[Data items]
::::::::::
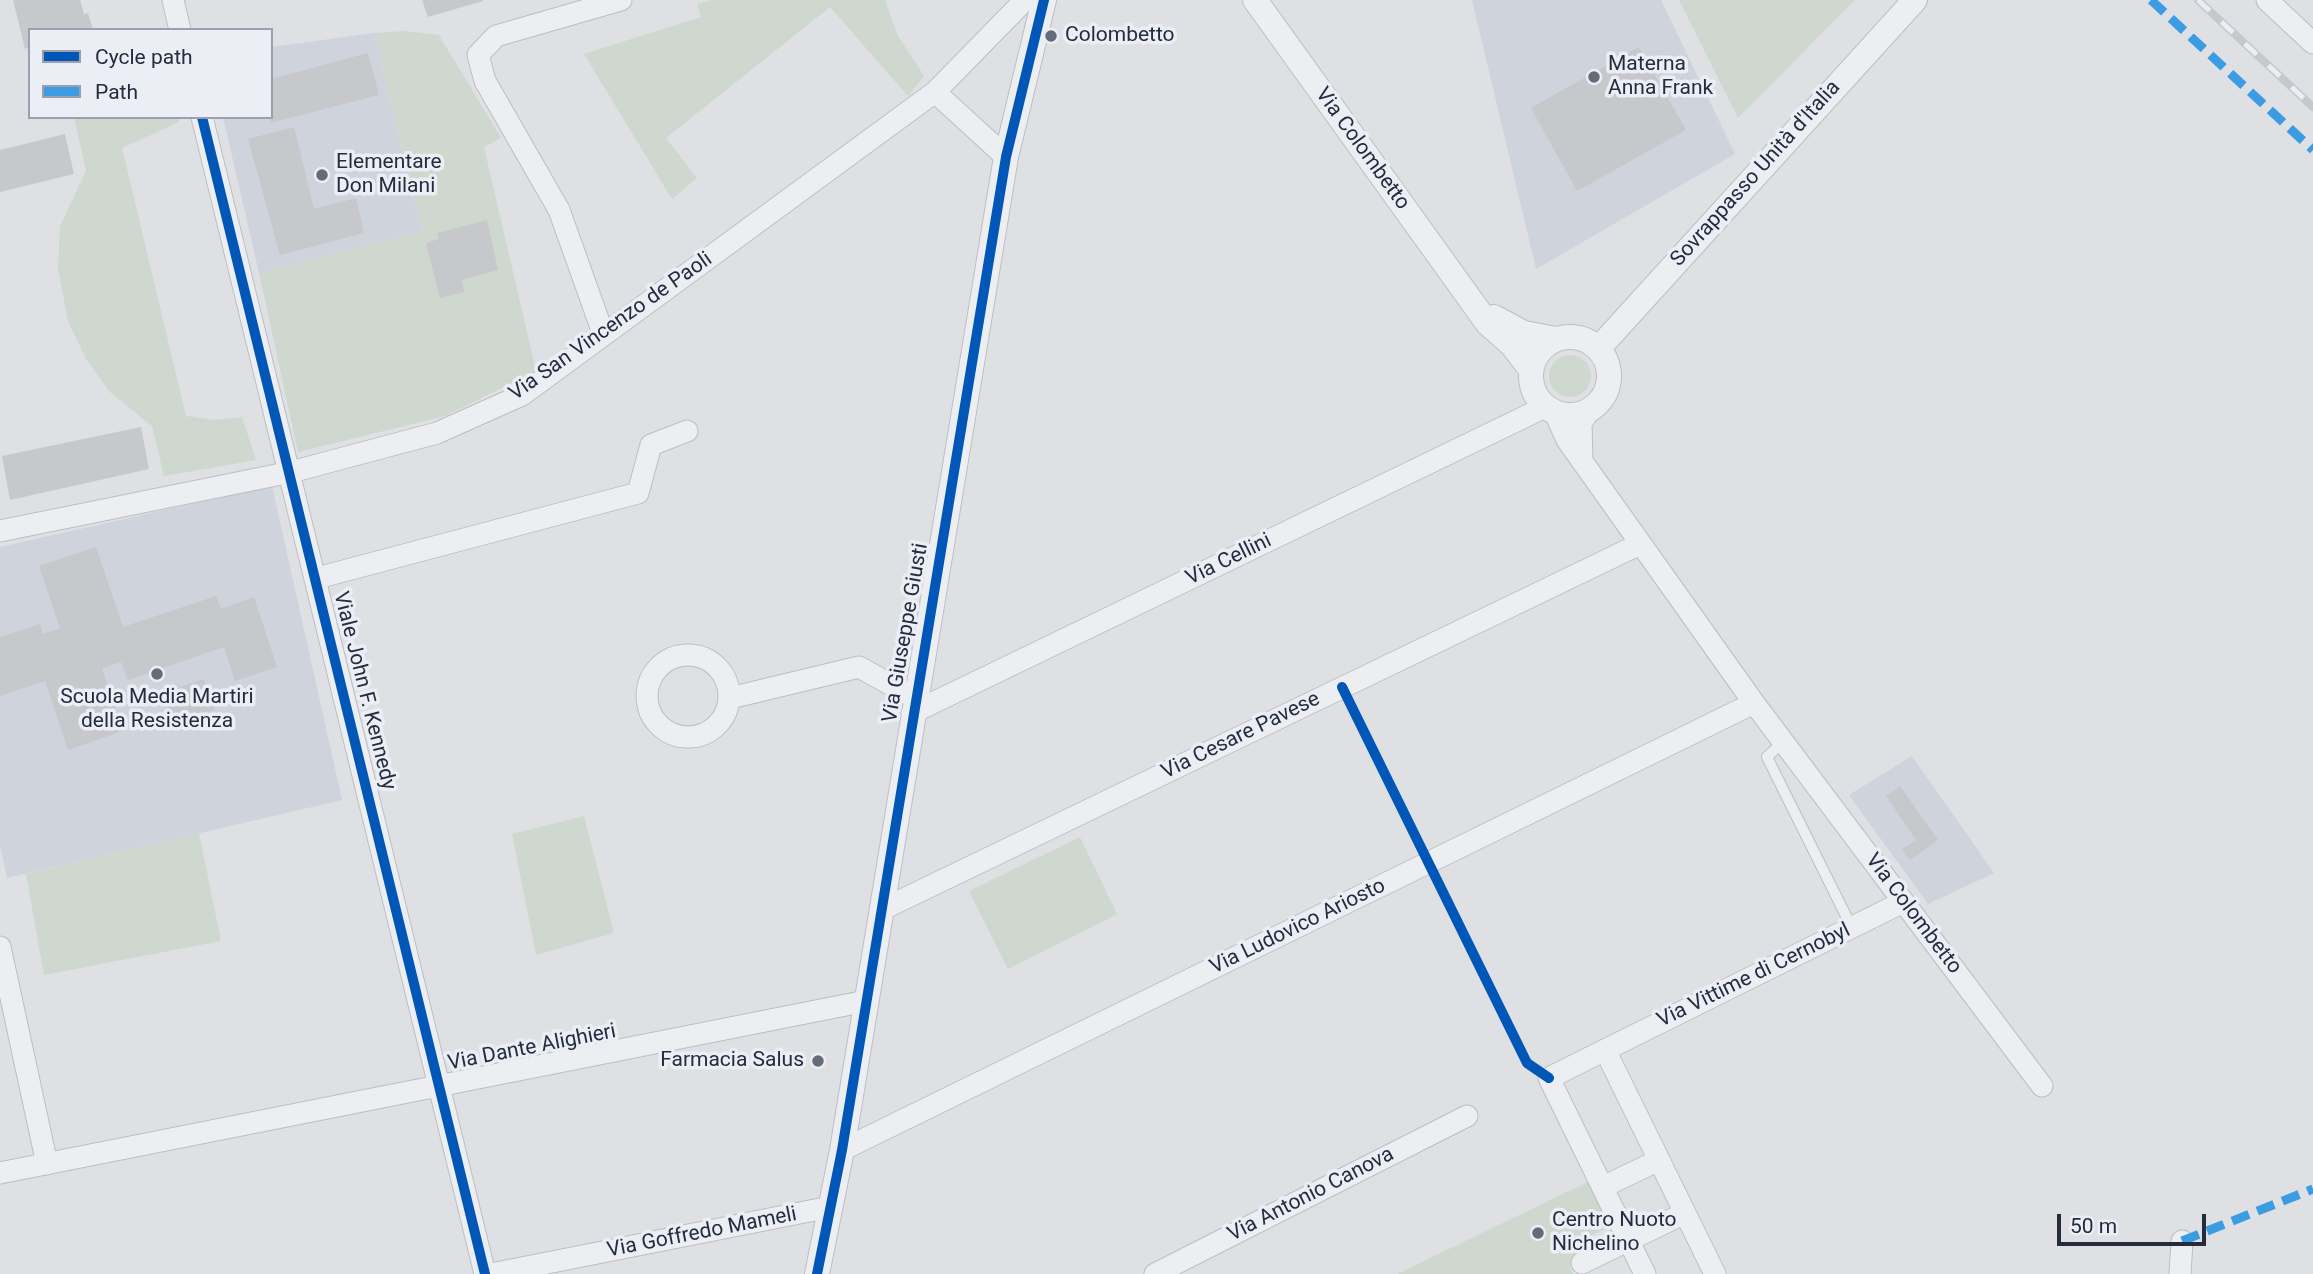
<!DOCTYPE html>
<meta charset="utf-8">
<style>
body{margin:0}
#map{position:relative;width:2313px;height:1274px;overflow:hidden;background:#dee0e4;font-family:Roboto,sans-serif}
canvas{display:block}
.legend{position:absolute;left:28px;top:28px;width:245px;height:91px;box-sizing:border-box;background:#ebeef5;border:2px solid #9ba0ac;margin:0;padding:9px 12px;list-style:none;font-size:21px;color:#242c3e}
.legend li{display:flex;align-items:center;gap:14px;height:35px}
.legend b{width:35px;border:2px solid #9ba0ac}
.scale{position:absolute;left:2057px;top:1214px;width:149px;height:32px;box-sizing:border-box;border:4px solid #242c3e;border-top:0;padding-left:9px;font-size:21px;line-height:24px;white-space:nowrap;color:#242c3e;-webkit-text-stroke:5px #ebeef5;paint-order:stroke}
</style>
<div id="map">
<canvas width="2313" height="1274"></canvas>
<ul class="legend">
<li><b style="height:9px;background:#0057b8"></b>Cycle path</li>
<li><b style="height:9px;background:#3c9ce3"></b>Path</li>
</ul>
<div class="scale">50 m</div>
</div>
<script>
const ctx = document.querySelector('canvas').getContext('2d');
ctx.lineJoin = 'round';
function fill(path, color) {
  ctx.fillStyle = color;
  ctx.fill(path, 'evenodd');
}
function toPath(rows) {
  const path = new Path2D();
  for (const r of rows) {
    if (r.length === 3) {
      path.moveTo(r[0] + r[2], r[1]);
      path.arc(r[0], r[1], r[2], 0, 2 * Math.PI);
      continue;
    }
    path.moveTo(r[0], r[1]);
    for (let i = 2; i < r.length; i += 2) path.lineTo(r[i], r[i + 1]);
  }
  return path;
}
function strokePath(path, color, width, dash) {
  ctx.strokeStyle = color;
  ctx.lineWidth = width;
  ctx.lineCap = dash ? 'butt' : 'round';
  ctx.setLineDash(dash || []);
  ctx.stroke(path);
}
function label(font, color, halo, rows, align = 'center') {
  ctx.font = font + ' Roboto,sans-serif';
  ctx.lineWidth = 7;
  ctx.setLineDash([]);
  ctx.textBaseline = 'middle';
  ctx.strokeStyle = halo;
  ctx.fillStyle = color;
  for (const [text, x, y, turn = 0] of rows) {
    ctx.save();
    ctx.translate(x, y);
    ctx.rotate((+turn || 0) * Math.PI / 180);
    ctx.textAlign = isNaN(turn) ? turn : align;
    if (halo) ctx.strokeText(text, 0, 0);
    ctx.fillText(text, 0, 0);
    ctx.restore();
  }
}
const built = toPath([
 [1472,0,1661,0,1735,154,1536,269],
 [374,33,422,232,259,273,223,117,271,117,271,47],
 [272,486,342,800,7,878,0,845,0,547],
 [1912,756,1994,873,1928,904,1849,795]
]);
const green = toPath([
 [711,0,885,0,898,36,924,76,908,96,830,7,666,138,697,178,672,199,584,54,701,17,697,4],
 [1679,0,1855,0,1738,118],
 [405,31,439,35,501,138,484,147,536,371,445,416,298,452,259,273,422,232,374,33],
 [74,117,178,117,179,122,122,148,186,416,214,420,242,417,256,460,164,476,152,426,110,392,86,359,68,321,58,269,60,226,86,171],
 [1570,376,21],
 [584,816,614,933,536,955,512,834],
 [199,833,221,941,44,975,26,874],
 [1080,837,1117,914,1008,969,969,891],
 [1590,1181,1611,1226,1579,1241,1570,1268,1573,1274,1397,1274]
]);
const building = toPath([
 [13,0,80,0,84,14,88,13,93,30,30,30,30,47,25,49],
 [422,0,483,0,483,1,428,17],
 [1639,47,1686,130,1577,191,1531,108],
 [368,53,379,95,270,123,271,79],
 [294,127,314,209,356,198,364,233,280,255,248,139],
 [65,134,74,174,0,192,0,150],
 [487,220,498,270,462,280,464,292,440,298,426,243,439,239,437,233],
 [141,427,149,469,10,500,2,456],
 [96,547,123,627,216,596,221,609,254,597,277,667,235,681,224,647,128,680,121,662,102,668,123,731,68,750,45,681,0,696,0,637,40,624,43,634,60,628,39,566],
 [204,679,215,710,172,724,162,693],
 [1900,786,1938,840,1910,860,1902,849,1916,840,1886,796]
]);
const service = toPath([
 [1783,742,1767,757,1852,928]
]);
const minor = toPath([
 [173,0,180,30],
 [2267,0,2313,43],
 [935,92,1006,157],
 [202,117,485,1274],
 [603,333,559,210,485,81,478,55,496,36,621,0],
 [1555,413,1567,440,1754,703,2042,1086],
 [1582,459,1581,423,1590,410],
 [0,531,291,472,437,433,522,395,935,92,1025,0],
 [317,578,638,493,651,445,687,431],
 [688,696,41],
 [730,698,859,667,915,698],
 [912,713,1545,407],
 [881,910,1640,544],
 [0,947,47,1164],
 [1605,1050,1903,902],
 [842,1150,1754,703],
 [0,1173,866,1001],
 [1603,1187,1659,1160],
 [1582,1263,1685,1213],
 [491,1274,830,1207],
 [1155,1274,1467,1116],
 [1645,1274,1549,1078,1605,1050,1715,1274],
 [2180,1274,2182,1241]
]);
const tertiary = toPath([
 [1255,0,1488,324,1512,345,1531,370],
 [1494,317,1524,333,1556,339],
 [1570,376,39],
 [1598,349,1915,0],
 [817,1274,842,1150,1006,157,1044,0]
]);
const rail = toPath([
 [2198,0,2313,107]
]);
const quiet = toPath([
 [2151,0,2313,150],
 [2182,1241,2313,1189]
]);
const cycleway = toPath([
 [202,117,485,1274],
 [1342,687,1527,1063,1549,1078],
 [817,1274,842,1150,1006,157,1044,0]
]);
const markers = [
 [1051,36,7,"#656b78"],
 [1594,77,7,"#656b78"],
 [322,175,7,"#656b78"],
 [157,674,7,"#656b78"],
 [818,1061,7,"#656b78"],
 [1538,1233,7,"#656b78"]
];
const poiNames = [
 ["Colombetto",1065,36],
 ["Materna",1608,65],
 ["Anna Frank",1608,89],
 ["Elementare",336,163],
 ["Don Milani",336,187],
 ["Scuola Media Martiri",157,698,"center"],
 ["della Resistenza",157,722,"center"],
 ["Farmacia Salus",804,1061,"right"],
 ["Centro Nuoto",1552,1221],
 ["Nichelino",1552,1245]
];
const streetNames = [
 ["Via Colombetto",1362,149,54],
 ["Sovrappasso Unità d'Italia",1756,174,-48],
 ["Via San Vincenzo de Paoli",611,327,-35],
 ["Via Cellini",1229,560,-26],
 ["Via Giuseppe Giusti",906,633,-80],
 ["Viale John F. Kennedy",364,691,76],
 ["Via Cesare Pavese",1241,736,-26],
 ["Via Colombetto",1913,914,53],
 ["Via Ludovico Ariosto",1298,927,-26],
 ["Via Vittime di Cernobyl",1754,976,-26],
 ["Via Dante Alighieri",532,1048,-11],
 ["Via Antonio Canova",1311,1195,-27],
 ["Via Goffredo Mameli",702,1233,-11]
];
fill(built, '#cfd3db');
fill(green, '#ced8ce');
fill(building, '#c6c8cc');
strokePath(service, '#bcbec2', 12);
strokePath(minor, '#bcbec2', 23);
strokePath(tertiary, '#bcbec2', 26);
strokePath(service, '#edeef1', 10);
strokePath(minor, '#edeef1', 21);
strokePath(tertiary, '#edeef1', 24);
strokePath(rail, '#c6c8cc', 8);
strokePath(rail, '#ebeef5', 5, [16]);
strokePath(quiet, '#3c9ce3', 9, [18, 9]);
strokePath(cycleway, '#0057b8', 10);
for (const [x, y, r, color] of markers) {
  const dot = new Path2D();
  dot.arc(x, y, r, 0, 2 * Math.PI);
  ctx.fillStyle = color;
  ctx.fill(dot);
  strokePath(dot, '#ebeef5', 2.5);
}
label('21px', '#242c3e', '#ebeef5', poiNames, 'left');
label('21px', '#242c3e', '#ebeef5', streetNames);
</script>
::::::::::
Print, with pictures removed, exactly the lines of the records above from the top through the line containing "path.arc(r[0], r[1], r[2], 0, 2".

<!DOCTYPE html>
<meta charset="utf-8">
<style>
body{margin:0}
#map{position:relative;width:2313px;height:1274px;overflow:hidden;background:#dee0e4;font-family:Roboto,sans-serif}
canvas{display:block}
.legend{position:absolute;left:28px;top:28px;width:245px;height:91px;box-sizing:border-box;background:#ebeef5;border:2px solid #9ba0ac;margin:0;padding:9px 12px;list-style:none;font-size:21px;color:#242c3e}
.legend li{display:flex;align-items:center;gap:14px;height:35px}
.legend b{width:35px;border:2px solid #9ba0ac}
.scale{position:absolute;left:2057px;top:1214px;width:149px;height:32px;box-sizing:border-box;border:4px solid #242c3e;border-top:0;padding-left:9px;font-size:21px;line-height:24px;white-space:nowrap;color:#242c3e;-webkit-text-stroke:5px #ebeef5;paint-order:stroke}
</style>
<div id="map">
<canvas width="2313" height="1274"></canvas>
<ul class="legend">
<li><b style="height:9px;background:#0057b8"></b>Cycle path</li>
<li><b style="height:9px;background:#3c9ce3"></b>Path</li>
</ul>
<div class="scale">50 m</div>
</div>
<script>
const ctx = document.querySelector('canvas').getContext('2d');
ctx.lineJoin = 'round';
function fill(path, color) {
  ctx.fillStyle = color;
  ctx.fill(path, 'evenodd');
}
function toPath(rows) {
  const path = new Path2D();
  for (const r of rows) {
    if (r.length === 3) {
      path.moveTo(r[0] + r[2], r[1]);
      path.arc(r[0], r[1], r[2], 0, 2 * Math.PI);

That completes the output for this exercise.